• [PROBLEM TO WORK ON]: A single number is expected: the count of lines in the entries below that contain "sheet".

----- INPUT DATA

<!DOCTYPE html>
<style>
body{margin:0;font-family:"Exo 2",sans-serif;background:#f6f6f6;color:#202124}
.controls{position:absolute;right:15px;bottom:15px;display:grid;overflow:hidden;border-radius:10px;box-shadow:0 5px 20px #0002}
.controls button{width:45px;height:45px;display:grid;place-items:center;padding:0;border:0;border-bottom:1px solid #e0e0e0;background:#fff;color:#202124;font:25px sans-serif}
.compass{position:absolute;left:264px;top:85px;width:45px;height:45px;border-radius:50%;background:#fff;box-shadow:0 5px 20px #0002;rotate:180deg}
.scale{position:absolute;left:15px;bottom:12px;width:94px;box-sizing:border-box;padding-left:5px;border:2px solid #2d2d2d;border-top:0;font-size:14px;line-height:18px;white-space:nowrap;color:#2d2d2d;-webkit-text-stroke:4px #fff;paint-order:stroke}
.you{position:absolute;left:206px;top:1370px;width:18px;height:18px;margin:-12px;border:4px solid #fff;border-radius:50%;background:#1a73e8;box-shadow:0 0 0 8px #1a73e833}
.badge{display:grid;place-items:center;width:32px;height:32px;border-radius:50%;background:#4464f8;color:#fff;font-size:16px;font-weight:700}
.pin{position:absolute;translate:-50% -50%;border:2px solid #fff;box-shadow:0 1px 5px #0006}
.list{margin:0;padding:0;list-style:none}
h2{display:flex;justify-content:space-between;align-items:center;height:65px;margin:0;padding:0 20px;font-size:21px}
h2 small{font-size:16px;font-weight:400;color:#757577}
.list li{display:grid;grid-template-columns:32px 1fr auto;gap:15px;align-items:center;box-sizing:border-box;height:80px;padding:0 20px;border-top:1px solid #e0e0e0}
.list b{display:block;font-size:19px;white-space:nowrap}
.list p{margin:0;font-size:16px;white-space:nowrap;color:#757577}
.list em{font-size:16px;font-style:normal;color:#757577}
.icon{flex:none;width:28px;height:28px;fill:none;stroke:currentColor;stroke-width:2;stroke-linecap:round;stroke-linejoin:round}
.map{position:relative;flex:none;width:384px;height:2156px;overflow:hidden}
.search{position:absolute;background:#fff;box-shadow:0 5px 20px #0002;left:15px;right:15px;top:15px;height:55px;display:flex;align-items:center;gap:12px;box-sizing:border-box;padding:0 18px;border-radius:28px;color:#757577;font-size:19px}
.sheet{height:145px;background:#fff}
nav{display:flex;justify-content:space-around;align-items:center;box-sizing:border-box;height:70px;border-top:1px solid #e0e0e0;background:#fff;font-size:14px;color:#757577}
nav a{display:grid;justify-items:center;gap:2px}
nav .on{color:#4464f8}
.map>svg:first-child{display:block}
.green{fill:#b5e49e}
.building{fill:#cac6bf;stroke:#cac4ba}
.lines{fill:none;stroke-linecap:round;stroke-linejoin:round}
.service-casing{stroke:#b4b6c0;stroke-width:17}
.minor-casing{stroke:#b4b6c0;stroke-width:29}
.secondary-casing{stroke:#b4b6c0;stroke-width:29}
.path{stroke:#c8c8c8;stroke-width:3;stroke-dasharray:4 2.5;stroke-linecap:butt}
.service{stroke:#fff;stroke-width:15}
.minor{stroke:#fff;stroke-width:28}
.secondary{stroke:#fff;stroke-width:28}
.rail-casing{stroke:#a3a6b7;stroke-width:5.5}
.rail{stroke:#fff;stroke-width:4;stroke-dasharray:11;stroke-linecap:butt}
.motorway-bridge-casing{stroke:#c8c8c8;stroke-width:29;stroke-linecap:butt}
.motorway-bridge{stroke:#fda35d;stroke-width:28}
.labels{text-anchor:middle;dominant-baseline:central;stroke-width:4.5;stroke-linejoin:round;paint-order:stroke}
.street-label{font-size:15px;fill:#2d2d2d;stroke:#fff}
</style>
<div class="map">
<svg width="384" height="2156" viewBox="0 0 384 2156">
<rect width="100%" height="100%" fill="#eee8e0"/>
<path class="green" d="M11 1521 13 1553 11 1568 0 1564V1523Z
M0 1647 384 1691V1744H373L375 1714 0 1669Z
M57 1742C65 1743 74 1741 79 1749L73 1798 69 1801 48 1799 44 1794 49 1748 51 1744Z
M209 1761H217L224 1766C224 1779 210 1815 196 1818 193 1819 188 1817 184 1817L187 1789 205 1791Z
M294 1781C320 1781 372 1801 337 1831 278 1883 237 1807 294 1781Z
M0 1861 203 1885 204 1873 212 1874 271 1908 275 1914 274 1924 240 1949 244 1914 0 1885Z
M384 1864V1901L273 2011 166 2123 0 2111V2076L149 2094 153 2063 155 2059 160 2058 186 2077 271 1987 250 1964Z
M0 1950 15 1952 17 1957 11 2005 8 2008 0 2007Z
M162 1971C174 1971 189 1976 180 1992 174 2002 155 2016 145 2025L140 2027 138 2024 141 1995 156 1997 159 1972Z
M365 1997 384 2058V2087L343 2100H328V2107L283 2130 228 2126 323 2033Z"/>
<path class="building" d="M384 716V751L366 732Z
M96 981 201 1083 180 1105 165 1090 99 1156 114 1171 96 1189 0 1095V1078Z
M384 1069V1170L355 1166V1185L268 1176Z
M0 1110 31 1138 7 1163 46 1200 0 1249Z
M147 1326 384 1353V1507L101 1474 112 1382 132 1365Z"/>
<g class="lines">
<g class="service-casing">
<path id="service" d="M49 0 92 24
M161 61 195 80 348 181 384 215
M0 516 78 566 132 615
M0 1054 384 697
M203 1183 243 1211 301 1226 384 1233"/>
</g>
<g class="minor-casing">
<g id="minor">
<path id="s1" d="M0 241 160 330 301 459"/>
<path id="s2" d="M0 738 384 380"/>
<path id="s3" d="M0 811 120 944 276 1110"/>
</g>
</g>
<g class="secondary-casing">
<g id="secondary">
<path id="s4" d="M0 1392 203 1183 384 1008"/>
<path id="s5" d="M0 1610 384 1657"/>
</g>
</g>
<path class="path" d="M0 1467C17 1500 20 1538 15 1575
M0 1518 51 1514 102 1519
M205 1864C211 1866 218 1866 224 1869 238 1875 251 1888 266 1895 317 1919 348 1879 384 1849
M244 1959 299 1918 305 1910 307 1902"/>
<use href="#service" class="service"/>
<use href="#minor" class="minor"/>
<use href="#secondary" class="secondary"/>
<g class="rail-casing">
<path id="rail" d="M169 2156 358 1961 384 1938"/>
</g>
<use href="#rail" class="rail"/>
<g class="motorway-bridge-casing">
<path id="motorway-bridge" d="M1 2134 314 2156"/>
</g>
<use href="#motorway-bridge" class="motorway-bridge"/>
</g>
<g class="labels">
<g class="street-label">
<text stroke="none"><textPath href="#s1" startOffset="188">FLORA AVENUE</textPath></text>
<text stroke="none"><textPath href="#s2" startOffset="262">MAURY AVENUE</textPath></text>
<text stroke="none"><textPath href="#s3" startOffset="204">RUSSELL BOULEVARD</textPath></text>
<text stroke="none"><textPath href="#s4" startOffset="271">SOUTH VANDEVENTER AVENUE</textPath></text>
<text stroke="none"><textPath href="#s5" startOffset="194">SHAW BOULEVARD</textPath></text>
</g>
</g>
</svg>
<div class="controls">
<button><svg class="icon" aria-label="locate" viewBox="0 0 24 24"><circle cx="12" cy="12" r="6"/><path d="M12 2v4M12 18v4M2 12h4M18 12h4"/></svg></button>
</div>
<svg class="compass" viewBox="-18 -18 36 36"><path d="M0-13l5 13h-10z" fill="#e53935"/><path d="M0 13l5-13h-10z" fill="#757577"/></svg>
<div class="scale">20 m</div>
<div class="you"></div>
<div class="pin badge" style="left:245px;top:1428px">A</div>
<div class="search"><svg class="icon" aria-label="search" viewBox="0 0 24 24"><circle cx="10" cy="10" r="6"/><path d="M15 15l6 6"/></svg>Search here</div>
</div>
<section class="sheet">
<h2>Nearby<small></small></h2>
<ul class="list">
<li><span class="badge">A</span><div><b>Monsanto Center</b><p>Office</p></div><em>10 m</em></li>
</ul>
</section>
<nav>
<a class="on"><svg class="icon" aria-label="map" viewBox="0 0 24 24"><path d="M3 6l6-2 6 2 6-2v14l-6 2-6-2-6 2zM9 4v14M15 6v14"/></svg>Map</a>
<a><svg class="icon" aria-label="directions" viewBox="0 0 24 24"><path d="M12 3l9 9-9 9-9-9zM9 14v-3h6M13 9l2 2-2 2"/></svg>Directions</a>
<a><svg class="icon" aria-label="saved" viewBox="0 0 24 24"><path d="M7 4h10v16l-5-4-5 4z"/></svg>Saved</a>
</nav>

----------

• [SOLUTION BELOW]: 2